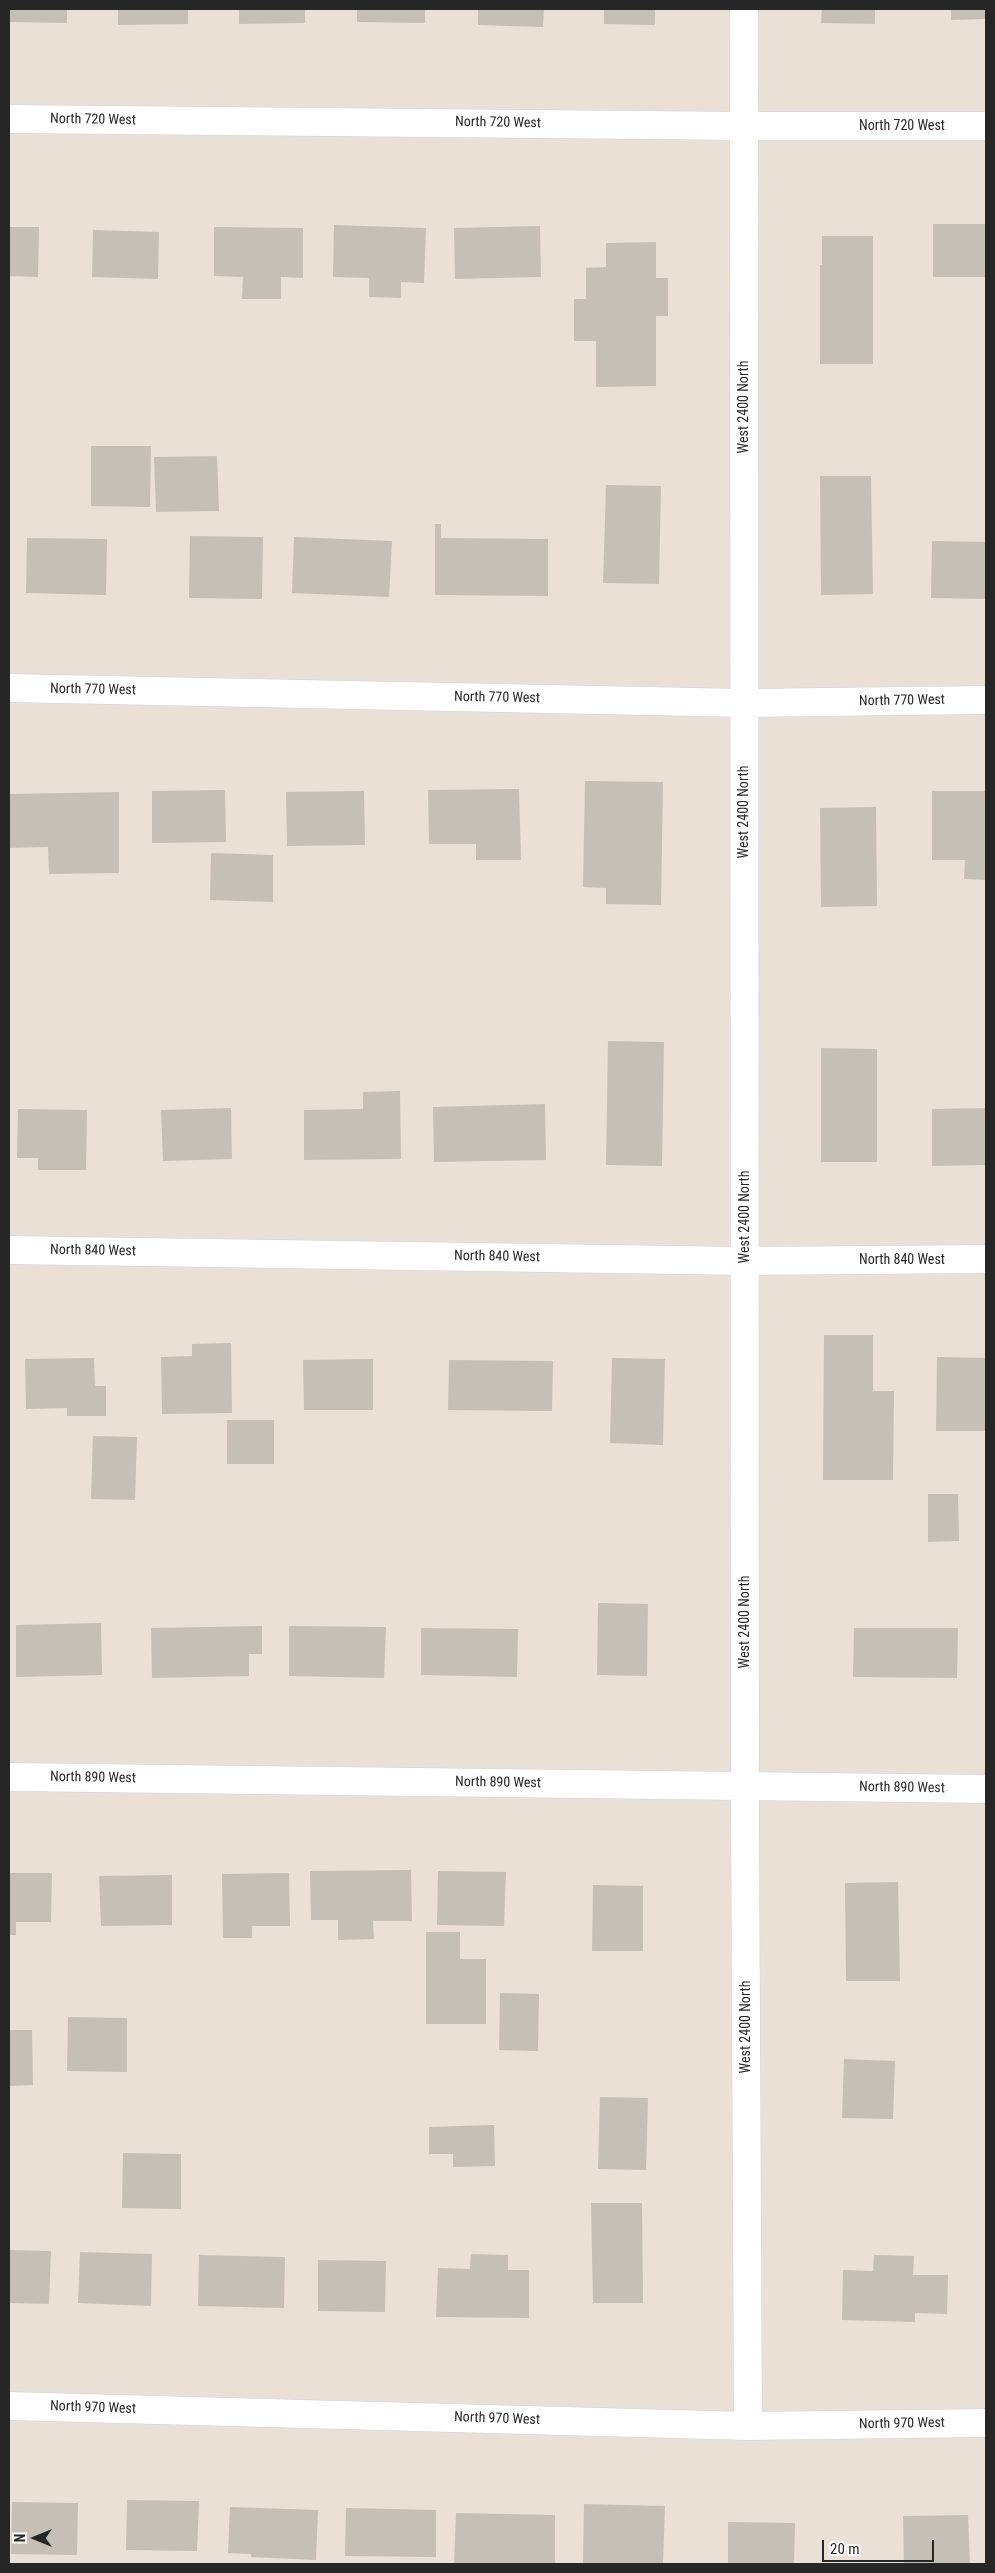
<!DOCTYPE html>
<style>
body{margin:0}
#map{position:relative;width:995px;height:2573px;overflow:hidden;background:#ebe0d6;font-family:"Roboto Condensed",sans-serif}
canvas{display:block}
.frame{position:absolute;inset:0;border:10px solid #262626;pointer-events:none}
.north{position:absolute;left:10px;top:2513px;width:50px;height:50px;-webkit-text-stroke:4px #fff;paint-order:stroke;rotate:270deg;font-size:14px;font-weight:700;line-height:20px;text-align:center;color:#262626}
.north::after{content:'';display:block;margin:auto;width:18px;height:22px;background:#262626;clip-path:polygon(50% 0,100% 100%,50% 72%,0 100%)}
.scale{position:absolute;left:822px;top:2540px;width:112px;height:22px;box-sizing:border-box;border:2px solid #262626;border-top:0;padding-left:6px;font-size:15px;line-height:18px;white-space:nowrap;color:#262626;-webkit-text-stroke:4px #fff;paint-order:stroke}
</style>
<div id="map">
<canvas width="995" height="2573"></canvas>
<div class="frame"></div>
<div class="north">N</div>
<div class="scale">20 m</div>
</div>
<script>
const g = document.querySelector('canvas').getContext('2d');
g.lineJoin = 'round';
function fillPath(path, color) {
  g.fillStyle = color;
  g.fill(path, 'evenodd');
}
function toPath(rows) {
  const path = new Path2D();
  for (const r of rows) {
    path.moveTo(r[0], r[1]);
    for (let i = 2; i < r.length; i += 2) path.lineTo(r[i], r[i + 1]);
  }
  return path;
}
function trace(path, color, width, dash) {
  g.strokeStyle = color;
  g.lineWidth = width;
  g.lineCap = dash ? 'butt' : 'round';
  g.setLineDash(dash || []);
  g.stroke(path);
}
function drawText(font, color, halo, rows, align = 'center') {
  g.font = font + ' "Roboto Condensed",sans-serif';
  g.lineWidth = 4;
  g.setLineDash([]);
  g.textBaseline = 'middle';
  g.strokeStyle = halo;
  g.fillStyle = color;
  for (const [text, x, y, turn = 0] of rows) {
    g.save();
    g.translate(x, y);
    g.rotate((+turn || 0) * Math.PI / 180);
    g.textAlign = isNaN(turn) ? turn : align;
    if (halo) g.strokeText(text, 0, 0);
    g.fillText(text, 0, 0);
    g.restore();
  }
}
const building = toPath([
 [9,9,67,9,67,23,9,22],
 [118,9,188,9,188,24,118,25],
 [239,9,305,9,305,23,239,24],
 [357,9,425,9,425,23,357,22],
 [478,9,544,9,543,27,478,25],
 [604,9,655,9,655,25,604,24],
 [822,9,875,9,875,24,821,23],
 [951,9,986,9,986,19,951,20],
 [933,224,986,224,986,277,933,277],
 [334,225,426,228,424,283,401,282,401,298,369,297,369,278,333,277],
 [540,226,541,277,455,279,454,228],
 [9,227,39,227,38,277,9,276],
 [214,227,303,228,303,278,281,277,281,299,242,299,243,277,214,276],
 [93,230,159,232,158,279,92,277],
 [822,236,873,236,873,364,820,364,820,265,822,265],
 [656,242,656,278,668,278,668,316,656,316,656,386,596,387,596,341,574,341,574,299,586,299,586,268,606,267,606,243],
 [91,446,151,446,150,507,91,506],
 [217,456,219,511,156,512,154,457],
 [820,476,871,476,873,594,821,595],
 [606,485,661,486,659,584,603,583],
 [435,524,441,524,441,538,548,539,548,596,435,595],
 [190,536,263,537,262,599,189,598],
 [294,537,392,541,389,597,292,593],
 [27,538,107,539,106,595,26,593],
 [932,541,986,542,986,599,931,598],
 [585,781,663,782,661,905,606,904,606,888,583,887],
 [519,789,521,860,476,860,476,844,429,844,428,790],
 [225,790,226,842,152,843,152,791],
 [364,791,365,845,287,846,286,792],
 [932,791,986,791,986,880,964,879,965,860,932,860],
 [119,792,119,873,49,874,48,847,9,848,9,794],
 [876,807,877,906,821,907,820,808],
 [211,853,273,855,273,902,210,900],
 [608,1041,664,1042,662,1166,606,1165],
 [821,1048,877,1049,877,1162,821,1162],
 [400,1091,401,1159,304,1160,304,1110,363,1109,363,1092],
 [545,1104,546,1160,434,1162,433,1107],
 [231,1108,232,1159,163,1161,161,1110],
 [986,1108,986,1165,932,1166,932,1109],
 [18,1109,87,1110,86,1170,38,1170,38,1158,17,1158],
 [824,1335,873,1335,873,1391,894,1391,893,1480,823,1480],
 [231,1343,232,1413,162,1414,161,1357,192,1356,192,1344],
 [937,1357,986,1358,986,1431,936,1431],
 [94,1358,95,1386,106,1386,106,1416,67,1416,67,1408,26,1409,25,1359],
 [612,1358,665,1359,663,1445,610,1443],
 [373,1359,373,1410,304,1410,303,1360],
 [449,1360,553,1361,552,1411,448,1410],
 [227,1420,274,1420,274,1464,227,1464],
 [93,1436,137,1437,135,1500,91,1499],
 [928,1494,958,1494,959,1541,928,1542],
 [598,1603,648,1604,647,1676,597,1675],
 [101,1623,102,1675,16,1677,16,1625],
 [262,1626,262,1654,249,1654,249,1676,152,1678,151,1628],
 [289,1626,386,1627,384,1678,289,1676],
 [421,1628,518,1629,517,1677,421,1675],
 [854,1628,958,1628,957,1678,853,1677],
 [411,1870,412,1921,373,1921,374,1939,338,1940,338,1920,311,1920,310,1871],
 [438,1871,506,1872,504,1926,437,1925],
 [9,1873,52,1873,51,1922,16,1922,16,1935,9,1935],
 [289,1873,290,1926,252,1926,252,1938,223,1938,222,1874],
 [172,1875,172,1925,101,1926,99,1876],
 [898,1882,900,1981,846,1981,845,1883],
 [593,1885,643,1886,643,1951,592,1951],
 [426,1932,460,1932,460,1959,486,1959,486,2024,426,2024],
 [500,1993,539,1994,538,2051,499,2050],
 [68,2017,127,2018,127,2072,67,2071],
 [9,2030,32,2030,33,2085,9,2086],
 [844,2059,895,2061,893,2119,842,2118],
 [600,2097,648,2098,646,2170,598,2169],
 [494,2125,495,2166,453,2167,453,2154,429,2154,429,2127],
 [123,2153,181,2154,181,2209,122,2208],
 [591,2203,642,2203,643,2303,593,2303],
 [9,2250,51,2251,49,2304,9,2303],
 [80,2252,152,2254,151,2306,78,2303],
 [471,2254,508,2255,508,2270,529,2270,529,2318,436,2317,438,2268,470,2269],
 [199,2255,285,2257,284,2308,198,2306],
 [874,2255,914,2256,913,2275,948,2275,947,2314,915,2313,915,2322,842,2320,843,2270,873,2271],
 [318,2260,386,2261,385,2312,318,2311],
 [127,2500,199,2501,197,2551,126,2550],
 [12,2502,78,2503,77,2555,11,2554],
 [584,2504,665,2506,663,2564,583,2563],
 [230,2507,318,2510,316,2560,251,2557,251,2554,228,2553],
 [346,2508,436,2510,436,2557,345,2556],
 [456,2513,555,2515,555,2564,454,2564],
 [968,2515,970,2564,904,2564,903,2516],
 [728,2522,795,2523,794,2564,728,2564]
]);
const street = toPath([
 [744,9,745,1817,748,2426],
 [9,119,744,126,986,126],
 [9,688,744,703,986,700],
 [9,1250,745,1261,986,1259],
 [9,1777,986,1789],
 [9,2406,748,2426,986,2423]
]);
const streetNames = [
 ["North 720 West",93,120,1],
 ["North 720 West",498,123,1],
 ["North 720 West",902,126],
 ["West 2400 North",744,407,-90],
 ["North 770 West",93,690,1],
 ["North 770 West",497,698,1],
 ["North 770 West",902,701,-1],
 ["West 2400 North",744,812,-90],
 ["West 2400 North",745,1217,-90],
 ["North 840 West",93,1251,1],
 ["North 840 West",497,1257,1],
 ["North 840 West",902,1260],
 ["West 2400 North",745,1622,-90],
 ["North 890 West",93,1778,1],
 ["North 890 West",498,1783,1],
 ["North 890 West",902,1788,1],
 ["West 2400 North",746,2027,-90],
 ["North 970 West",93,2408,2],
 ["North 970 West",497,2419,2],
 ["North 970 West",902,2424,-1]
];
fillPath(building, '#c5bfb5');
trace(street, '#cbd1e2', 29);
trace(street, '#fff', 28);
drawText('14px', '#262626', '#fff', streetNames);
</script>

···

▸ **What you are asked to do**
Give the number of lines in the entries that hold the string "halo", and add nothing else.

▸ **Solution to this task**
3